#VIFF17 Movie Review – Columbus
Director Kogonada creates an unassuming art film that frames the details of the human condition against a backdrop of midcentury architectural masterpieces
Starring: John Cho, Haley Lu Richardson, Parker Posey
Directed by: Kogonada
Running time: 1 hr 40 mins
By Katherine Monk
If writing about music is like dancing to architecture, then writing about Kogonada’s movie Columbus is like waltzing to light.
There’s a form to the whole exercise that announces itself from the very first squared-up, level-angled shot into the face of a church. The cross isn’t in the middle, but the asymmetry is balanced.
It’s the beginning of Kogonada’s introductory course on architecture and Columbus’s distinction as a mid-century mecca, where Eero Saarinen and I.M. Pei created some of their most buildings, as well as a line for the whole movie.

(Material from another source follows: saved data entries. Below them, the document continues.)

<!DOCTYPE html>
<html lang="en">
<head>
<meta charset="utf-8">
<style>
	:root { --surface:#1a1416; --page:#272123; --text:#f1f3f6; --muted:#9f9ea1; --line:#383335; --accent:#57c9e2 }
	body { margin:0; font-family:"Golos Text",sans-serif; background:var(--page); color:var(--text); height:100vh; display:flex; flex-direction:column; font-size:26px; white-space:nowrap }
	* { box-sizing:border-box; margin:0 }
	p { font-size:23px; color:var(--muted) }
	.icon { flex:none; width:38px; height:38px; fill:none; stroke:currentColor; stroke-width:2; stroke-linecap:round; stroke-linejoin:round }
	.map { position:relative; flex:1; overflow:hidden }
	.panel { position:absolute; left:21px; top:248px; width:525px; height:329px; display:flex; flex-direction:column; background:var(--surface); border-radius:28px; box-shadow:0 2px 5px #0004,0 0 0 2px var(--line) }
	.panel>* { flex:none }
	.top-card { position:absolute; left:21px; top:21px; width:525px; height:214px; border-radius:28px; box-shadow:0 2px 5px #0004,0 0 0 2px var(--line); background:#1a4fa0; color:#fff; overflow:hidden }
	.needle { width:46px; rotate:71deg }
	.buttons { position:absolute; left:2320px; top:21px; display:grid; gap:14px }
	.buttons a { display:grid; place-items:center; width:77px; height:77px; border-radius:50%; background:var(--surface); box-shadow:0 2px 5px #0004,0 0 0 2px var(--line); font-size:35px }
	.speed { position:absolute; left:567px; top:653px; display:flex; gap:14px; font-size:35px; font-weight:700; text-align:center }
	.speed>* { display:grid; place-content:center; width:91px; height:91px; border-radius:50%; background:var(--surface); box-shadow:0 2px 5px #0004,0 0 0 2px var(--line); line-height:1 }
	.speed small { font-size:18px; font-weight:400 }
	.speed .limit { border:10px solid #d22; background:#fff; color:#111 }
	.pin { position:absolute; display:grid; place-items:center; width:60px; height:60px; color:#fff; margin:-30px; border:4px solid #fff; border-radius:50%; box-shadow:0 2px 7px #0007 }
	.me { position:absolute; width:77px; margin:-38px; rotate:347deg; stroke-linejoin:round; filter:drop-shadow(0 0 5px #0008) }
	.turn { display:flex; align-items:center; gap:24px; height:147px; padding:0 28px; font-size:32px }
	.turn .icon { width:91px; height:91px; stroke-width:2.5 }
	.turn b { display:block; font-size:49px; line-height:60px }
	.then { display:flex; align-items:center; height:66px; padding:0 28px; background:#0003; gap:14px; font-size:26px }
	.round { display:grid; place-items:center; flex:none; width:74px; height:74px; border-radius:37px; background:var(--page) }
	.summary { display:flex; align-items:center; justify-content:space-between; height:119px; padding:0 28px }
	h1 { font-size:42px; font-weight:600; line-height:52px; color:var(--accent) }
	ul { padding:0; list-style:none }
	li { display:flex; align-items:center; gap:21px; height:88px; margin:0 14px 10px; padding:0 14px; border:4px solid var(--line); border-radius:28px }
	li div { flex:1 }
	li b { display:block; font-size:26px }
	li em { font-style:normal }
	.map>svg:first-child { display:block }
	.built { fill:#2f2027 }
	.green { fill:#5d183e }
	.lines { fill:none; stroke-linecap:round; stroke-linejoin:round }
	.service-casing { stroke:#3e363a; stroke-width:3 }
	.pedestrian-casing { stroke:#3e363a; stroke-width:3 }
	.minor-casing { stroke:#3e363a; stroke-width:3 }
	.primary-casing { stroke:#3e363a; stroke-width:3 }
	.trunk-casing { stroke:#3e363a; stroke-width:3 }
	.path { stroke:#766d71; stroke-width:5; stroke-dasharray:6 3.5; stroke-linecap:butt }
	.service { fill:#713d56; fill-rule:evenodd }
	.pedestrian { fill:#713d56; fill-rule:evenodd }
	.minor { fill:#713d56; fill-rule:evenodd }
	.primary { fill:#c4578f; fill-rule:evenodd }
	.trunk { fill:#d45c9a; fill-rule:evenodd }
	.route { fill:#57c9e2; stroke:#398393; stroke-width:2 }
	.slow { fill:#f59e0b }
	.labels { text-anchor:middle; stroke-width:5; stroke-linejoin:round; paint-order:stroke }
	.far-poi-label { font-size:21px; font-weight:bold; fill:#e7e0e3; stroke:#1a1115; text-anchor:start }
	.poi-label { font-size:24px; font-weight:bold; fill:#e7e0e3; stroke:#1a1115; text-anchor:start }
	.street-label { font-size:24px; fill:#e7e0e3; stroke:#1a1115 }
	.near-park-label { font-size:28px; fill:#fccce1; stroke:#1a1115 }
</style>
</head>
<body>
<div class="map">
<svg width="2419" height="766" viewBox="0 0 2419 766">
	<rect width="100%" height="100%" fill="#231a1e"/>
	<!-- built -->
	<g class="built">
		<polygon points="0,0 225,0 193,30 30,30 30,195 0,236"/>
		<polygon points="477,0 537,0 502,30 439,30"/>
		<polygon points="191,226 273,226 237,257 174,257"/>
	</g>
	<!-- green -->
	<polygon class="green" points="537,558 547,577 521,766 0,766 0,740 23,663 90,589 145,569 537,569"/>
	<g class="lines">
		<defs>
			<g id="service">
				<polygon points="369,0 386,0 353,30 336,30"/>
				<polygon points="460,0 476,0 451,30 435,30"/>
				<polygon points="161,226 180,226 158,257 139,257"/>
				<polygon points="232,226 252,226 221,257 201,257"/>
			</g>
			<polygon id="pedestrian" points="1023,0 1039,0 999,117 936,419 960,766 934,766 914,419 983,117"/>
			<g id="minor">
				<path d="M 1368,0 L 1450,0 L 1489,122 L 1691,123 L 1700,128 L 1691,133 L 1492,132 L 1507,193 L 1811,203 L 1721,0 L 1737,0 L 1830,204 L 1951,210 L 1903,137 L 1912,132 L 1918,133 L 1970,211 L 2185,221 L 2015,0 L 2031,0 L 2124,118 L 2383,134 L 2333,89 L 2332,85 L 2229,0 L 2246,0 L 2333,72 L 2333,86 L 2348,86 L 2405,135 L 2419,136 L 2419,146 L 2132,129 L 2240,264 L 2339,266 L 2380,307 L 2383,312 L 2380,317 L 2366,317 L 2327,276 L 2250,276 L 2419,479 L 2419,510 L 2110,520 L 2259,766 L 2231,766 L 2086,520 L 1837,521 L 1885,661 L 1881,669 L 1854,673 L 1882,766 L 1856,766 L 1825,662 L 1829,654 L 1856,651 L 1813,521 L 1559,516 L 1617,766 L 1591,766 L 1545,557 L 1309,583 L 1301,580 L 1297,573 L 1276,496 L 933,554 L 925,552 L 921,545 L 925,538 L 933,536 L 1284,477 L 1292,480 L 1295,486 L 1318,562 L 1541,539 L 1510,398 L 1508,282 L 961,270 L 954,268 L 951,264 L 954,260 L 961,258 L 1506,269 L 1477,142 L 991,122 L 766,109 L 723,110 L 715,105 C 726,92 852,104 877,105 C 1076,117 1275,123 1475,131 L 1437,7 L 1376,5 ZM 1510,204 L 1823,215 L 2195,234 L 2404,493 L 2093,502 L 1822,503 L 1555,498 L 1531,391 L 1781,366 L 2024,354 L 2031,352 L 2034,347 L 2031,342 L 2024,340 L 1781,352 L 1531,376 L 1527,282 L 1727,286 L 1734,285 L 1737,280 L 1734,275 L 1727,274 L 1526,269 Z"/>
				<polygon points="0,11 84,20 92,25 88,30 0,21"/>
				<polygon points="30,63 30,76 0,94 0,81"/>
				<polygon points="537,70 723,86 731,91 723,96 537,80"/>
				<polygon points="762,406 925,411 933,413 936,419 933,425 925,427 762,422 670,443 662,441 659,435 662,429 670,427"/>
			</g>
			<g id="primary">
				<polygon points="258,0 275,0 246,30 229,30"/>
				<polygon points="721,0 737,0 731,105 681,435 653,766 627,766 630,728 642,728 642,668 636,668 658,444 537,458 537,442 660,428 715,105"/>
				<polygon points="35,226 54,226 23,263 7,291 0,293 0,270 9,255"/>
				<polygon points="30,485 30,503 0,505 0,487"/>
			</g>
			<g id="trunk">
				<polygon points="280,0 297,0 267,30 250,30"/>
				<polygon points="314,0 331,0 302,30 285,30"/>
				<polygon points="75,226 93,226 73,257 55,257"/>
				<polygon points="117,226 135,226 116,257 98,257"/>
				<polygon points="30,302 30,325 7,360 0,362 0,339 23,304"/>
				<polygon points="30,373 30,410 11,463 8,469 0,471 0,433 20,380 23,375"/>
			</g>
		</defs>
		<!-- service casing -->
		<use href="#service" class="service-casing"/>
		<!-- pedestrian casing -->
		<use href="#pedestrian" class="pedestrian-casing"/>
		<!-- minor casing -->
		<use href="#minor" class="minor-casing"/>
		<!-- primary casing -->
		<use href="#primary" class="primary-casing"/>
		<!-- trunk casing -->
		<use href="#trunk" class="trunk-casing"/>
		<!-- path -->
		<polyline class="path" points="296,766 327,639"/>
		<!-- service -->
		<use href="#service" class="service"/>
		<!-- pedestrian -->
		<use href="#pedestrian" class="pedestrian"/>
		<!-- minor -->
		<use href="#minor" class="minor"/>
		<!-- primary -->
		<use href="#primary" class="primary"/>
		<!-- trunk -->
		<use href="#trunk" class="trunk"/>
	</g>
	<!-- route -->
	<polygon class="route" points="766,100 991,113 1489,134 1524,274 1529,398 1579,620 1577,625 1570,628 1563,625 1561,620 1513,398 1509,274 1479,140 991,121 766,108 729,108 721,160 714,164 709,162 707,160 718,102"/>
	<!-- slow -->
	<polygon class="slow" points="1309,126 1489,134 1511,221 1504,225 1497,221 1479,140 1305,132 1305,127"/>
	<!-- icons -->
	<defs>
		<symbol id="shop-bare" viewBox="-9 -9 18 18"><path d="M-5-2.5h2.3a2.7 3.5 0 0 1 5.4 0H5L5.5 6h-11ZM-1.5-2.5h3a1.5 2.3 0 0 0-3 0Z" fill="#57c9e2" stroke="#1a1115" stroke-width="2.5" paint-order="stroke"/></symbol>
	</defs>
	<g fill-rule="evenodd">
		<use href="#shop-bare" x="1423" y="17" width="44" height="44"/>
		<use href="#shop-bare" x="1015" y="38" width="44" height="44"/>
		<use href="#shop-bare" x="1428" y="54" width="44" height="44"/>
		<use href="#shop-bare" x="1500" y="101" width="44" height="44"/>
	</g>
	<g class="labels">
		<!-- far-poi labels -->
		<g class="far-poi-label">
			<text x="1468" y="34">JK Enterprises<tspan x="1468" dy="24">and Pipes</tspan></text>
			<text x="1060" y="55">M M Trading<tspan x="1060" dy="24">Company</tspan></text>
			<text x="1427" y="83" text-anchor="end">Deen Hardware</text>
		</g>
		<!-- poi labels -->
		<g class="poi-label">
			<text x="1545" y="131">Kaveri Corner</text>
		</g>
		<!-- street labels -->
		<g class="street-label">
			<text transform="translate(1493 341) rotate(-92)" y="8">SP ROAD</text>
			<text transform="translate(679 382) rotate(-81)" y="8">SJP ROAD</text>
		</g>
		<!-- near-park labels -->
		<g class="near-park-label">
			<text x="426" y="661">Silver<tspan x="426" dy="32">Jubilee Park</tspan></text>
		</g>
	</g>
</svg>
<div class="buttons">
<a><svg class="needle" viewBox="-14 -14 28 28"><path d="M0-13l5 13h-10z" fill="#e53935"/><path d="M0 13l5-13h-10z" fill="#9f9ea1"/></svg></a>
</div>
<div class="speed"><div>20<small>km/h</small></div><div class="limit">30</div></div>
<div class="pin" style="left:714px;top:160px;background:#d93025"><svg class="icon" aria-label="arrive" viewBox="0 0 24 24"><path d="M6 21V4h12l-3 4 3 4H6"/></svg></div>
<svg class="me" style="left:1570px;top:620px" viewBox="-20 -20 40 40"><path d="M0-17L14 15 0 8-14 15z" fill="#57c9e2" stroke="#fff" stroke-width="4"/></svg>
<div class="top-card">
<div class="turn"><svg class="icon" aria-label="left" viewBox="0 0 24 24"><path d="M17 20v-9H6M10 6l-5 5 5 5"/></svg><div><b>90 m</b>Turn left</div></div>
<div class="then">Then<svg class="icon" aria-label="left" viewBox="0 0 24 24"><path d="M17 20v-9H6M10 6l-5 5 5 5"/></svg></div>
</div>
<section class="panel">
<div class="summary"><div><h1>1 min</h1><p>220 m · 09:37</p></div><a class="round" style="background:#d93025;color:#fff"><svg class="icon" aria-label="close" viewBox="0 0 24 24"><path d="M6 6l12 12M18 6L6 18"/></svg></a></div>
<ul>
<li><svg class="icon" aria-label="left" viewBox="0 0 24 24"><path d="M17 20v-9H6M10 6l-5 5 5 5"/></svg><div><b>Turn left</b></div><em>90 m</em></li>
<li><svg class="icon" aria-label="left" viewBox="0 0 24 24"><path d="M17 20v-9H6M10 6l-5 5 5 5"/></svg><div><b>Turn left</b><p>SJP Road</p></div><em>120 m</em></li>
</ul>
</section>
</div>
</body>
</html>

Everyone in this movie is asymmetrical, but there’s a certain balance achieved through the various components, as well as drama in their dynamics. You have to sit still long enough to really see the lines, because there’s not a lot of movement in Kogonada’s design.
The camera is mostly static. It sits on sticks on a neutral horizon line, keeping everyone in the frame — playing against the backdrop of a Columbus landscape. Whether it’s the stunning structures or the sight of smaller trees set against a robust forest, the director never loses sight of the human scale. People are interacting with the spaces, and the spaces are interacting with them. The light changes the buildings, a new shadows emerge.
Our central characters move through several emotional thresholds, passing from room to room of their lives before our eyes. Yet, Kogonada does it so quietly, the viewer slides through the these detailed interiors with a certain ghostlike detachment.
Richardson’s performance as an astute, smart and self-martyring high school grad in limbo is nothing short of astonishing. She holds the emotional reins of the story without a yank or a slack grip, but clearing every jump just the same.
John Cho gets equal credit for playing a son forced to face lingering father issues, but without Kogonada’s stark design to balance the drama, it would be little more than an episode of a teen soap.
The architecture stands stoically in the background, lending the human element an epic — but never intimidating — context. A showcase for Columbus, as well as a tribute to architecture, Jim Jarmusch’s Paterson and Korean soul, Koganada finds asymmetrical human notes and syncopated visual rhythms that resonate across cobblestones and marble slabs in balanced harmony.
Columbus plays the Vancouver International Film Festival, running to to Oct. 13.